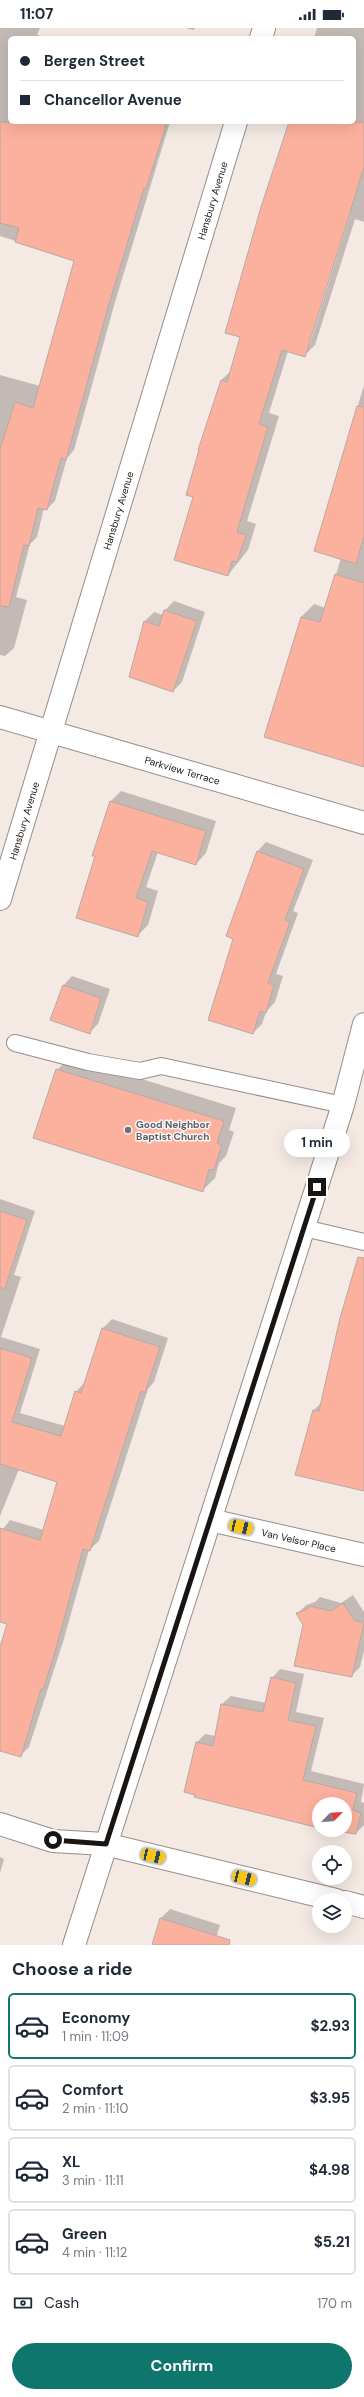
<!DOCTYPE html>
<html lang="en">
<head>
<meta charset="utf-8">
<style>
	body { margin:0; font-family:"DM Sans",sans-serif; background:#f6f6f7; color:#1f2937; height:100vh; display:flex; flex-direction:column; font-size:15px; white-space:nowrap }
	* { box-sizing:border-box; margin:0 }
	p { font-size:13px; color:#747a83 }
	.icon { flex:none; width:22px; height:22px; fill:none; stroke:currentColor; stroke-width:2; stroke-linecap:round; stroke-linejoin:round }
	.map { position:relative; height:1917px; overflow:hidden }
	.details { display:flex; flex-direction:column; background:#fff; flex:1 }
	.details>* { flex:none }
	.top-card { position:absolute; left:8px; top:8px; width:348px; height:88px; border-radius:6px; box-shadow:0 4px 16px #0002; display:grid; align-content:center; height:88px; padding:0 12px; background:#fff }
	.needle { width:26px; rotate:66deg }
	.controls { position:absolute; left:312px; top:1769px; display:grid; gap:8px }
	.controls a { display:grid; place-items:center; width:40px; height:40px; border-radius:50%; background:#fff; box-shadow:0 4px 16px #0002; font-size:20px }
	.end { position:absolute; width:18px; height:18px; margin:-9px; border:5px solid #191513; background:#fff; box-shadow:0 0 0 2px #fff }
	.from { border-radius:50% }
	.bubble { position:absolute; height:28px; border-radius:14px; background:#fff; box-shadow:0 4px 16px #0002; font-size:13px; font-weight:700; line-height:28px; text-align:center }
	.car { position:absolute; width:12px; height:24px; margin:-12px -6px; border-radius:5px; box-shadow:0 0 3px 1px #0007; background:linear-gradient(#f5c518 24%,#345 0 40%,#f5c518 0 76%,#345 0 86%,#f5c518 0) }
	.top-card b { display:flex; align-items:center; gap:14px; height:38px; font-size:15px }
	.top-card b+b { border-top:1px solid #e0e1e3 }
	.top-card i { width:10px; height:10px; background:#1f2937 }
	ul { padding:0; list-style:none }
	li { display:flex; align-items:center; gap:12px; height:66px; margin:0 8px 6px; padding:0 4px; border:2px solid #e0e1e3; border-radius:6px }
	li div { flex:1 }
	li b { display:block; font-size:15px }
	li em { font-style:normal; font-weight:700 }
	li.current { border-color:#0f766e }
	li>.icon { width:36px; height:36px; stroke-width:1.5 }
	h2 { padding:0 12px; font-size:18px; line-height:48px }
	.pay { display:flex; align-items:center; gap:10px; height:44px; padding:0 12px; font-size:15px }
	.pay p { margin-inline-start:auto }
	.cta { display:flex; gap:8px; margin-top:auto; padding:8px 12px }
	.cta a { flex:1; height:46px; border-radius:24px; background:#0f766e; color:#fff; font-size:16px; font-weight:700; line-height:46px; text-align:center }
	.status { display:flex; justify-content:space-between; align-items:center; height:28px; padding:0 20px; background:#fff; direction:ltr }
	.status svg { height:11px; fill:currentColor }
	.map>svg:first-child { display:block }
</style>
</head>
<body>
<div class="status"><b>11:07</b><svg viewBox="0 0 49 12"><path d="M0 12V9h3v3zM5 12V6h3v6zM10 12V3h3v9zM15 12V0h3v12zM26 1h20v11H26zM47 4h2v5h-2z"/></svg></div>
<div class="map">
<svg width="364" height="1917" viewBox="0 0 364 1917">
	<rect width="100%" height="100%" fill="#f4e9e3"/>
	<g fill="#0003" fill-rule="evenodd">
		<polygon points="0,0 40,0 37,7 47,10 10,10 10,94 170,94 115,274 74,422 67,430 55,473 47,481 44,480 37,509 30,516 16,569 27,572 14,620 5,628 0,627 0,347 40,358 75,232 0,208"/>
		<polygon points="186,0 196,0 193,2"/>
		<path d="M 317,0 L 364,0 L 364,194 L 355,191 L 315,317 L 304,328 L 288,323 L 269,385 L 279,388 L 247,493 L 256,496 L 248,522 L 228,547 L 195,468 L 221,352 L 231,343 L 241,308 L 290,94 L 354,94 L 354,10 L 314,10 ZM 349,185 L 350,186 L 310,316 L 308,316 Z"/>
		<polygon points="364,357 364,737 265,708 301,589 314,576 326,580 341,530 315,522"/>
		<polygon points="174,573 205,584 182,654 173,663 131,648 145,593 154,584 163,587 165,582"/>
		<polygon points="121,763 216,793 206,825 196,836 158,824 146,859 158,863 148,897 138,907 96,828 110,774"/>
		<polygon points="266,814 313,832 293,883 298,885 276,946 283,948 275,974 266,984 262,996 253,1005 234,910 257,824"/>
		<polygon points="72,948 110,961 98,996 89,1005 63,958"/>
		<polygon points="70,1029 236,1080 229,1102 234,1104 226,1128 219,1135 215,1150 202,1163 57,1042"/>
		<polygon points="0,1171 35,1183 14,1247 21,1249 1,1309 40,1321 20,1385 65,1398 76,1364 85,1354 103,1300 112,1291 168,1310 154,1354 148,1361 99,1513 89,1522 63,1614 29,1719 20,1728 0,1722 0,1623 9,1595 0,1593 0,1505 10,1492 44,1502 59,1453 19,1441 0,1488"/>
		<polygon points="364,1229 364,1462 314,1382 322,1374 359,1235"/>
		<polygon points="353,1567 364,1584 364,1623 360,1639 351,1648 304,1597 297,1586 306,1577 315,1574 320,1569 341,1575"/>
		<polygon points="280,1641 304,1646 296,1684 324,1690 311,1743 364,1756 361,1774 364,1775 364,1797 356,1805 333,1802 345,1802 345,1776 319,1776 319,1799 185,1764 197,1714 205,1706 216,1708 222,1676 231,1668 266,1675 272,1650"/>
		<polygon points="0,1829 4,1831 0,1845"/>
		<polygon points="170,1881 220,1897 215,1913 228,1917 153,1917 161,1890"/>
	</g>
	<g fill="#fbb19d" stroke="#b5aaa6">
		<polygon points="0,94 167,94 146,161 144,160 107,283 66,432 61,430 47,482 38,480 29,518 24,517 9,579 0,578 0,421 15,374 33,380 74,233 15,214 19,200 0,195"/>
		<polygon points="289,94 364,94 364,139 305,329 282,322 259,396 268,399 237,504 246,507 237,534 232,533 228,548 174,532 193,469 186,467 199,422 198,422 221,352 227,354 240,309 225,305 261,179"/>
		<polygon points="357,378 364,379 364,508 356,536 314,523"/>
		<polygon points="335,546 364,555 364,739 264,709 301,589 320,594"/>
		<polygon points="164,582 197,593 173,664 129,649 144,593 159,598"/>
		<polygon points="110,773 206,803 196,837 152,823 136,870 148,874 138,909 76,890 95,828 92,828"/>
		<polygon points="257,823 304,841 285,892 290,894 268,955 274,957 266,985 260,983 253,1006 208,992 233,911 226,908"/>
		<polygon points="63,957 101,970 90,1006 50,992"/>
		<polygon points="56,1041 224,1093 217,1115 222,1117 214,1142 209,1141 203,1164 33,1110"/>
		<polygon points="0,1183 27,1192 5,1260 0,1260"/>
		<polygon points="358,1229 364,1230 364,1463 295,1447 313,1382 319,1383 340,1290"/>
		<polygon points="102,1300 160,1319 145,1365 141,1363 90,1523 83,1521 55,1624 43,1662 41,1661 21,1729 0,1723 0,1619 7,1596 0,1594 0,1500 40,1512 57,1454 0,1436 0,1320 32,1330 12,1394 61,1408 75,1363 81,1365"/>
		<polygon points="343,1575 354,1592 364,1595 352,1649 294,1638 303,1597 296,1585 306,1582 310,1578 331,1583"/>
		<polygon points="271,1649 296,1655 288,1692 316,1698 303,1752 357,1765 353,1782 361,1785 356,1806 329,1802 345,1802 345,1776 319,1776 319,1800 194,1769 195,1767 184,1764 196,1714 213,1718 221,1676 263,1684"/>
		<polygon points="160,1890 230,1912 229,1917 152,1917"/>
	</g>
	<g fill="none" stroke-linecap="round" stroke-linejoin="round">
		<defs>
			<g id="service">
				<polyline points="15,1015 88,1034 140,1043 161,1038 343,1077"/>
				<polyline points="304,1200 364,1214"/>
			</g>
			<g id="minor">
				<polyline points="261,10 264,0"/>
				<path id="s1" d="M 0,689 L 364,795"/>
				<path id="s2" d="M 0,871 L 236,94"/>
				<path id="s3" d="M 210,1492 L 364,1527"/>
				<polyline points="0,1796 53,1813 105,1816"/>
			</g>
			<g id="secondary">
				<polyline points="105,1816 336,1872"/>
				<polyline points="345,1874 364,1879"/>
				<polyline points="74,1917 343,1077 364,996"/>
			</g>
		</defs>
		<use href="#service" stroke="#978d87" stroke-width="18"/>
		<use href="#minor" stroke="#978d87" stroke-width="24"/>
		<use href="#secondary" stroke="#978d87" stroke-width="24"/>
		<use href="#service" stroke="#fff" stroke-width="16"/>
		<use href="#minor" stroke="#fff" stroke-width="22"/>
		<use href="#secondary" stroke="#fff" stroke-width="22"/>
	</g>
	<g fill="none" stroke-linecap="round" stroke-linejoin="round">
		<polyline stroke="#191513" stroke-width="5" points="53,1812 106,1816 317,1159"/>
	</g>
	<circle fill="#6b7280" stroke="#fef7f4" stroke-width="1.5" cx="128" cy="1102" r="4"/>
	<g text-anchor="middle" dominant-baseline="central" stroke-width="3" stroke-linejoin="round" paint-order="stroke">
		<g font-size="10" fill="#191513" stroke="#fef7f4">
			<text stroke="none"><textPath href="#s2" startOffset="730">Hansbury Avenue</textPath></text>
			<text stroke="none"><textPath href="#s2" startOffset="406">Hansbury Avenue</textPath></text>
			<text stroke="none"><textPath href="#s1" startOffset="190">Parkview Terrace</textPath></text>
			<text stroke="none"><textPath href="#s2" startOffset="82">Hansbury Avenue</textPath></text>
			<text stroke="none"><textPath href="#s3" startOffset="91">Van Velsor Place</textPath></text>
		</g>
		<g font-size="10" font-weight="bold" fill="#5b616d" stroke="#fef7f4" text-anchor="start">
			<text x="136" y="1096">Good Neighbor<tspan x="136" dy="12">Baptist Church</tspan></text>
		</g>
	</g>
</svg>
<div class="controls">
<a><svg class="needle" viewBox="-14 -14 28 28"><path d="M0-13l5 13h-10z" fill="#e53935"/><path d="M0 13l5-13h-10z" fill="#747a83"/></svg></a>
<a><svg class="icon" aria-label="locate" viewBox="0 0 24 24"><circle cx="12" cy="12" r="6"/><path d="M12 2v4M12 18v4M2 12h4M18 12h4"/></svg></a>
<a><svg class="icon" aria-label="layers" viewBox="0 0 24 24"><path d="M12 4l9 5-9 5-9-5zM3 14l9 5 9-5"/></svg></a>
</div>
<i class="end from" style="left:53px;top:1812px"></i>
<i class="end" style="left:317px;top:1159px"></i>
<div class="bubble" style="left:284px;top:1101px;width:66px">1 min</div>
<i class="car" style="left:241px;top:1499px;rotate:103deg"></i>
<i class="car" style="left:153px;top:1828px;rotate:103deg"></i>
<i class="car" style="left:244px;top:1850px;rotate:104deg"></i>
<div class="top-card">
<b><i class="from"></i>Bergen Street</b>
<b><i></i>Chancellor Avenue</b>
</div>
</div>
<section class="details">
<h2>Choose a ride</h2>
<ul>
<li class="current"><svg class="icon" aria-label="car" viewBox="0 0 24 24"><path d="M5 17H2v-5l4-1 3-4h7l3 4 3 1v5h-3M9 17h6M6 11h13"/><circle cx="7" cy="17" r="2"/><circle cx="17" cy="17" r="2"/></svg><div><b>Economy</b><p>1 min · 11:09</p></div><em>$2.93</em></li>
<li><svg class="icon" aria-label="car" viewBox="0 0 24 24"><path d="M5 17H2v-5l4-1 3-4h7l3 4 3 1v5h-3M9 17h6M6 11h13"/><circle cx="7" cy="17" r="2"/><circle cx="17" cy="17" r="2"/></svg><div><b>Comfort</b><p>2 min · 11:10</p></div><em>$3.95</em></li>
<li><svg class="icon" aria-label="car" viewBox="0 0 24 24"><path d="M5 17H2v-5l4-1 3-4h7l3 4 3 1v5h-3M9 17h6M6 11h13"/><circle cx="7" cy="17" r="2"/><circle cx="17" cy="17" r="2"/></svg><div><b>XL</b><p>3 min · 11:11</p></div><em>$4.98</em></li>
<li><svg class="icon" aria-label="car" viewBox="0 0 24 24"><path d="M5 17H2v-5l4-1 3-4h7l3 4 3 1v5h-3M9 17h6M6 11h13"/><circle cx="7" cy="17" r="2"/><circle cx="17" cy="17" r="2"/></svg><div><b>Green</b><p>4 min · 11:12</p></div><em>$5.21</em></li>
</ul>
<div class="pay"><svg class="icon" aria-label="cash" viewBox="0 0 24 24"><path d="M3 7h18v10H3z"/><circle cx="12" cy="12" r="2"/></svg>Cash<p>170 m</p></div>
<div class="cta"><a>Confirm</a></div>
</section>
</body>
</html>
────────────────────────────────────────
# Work order
Gather each line from the listing above that holds "bubble".

# Exercise result
	.bubble { position:absolute; height:28px; border-radius:14px; background:#fff; box-shadow:0 4px 16px #0002; font-size:13px; font-weight:700; line-height:28px; text-align:center }
<div class="bubble" style="left:284px;top:1101px;width:66px">1 min</div>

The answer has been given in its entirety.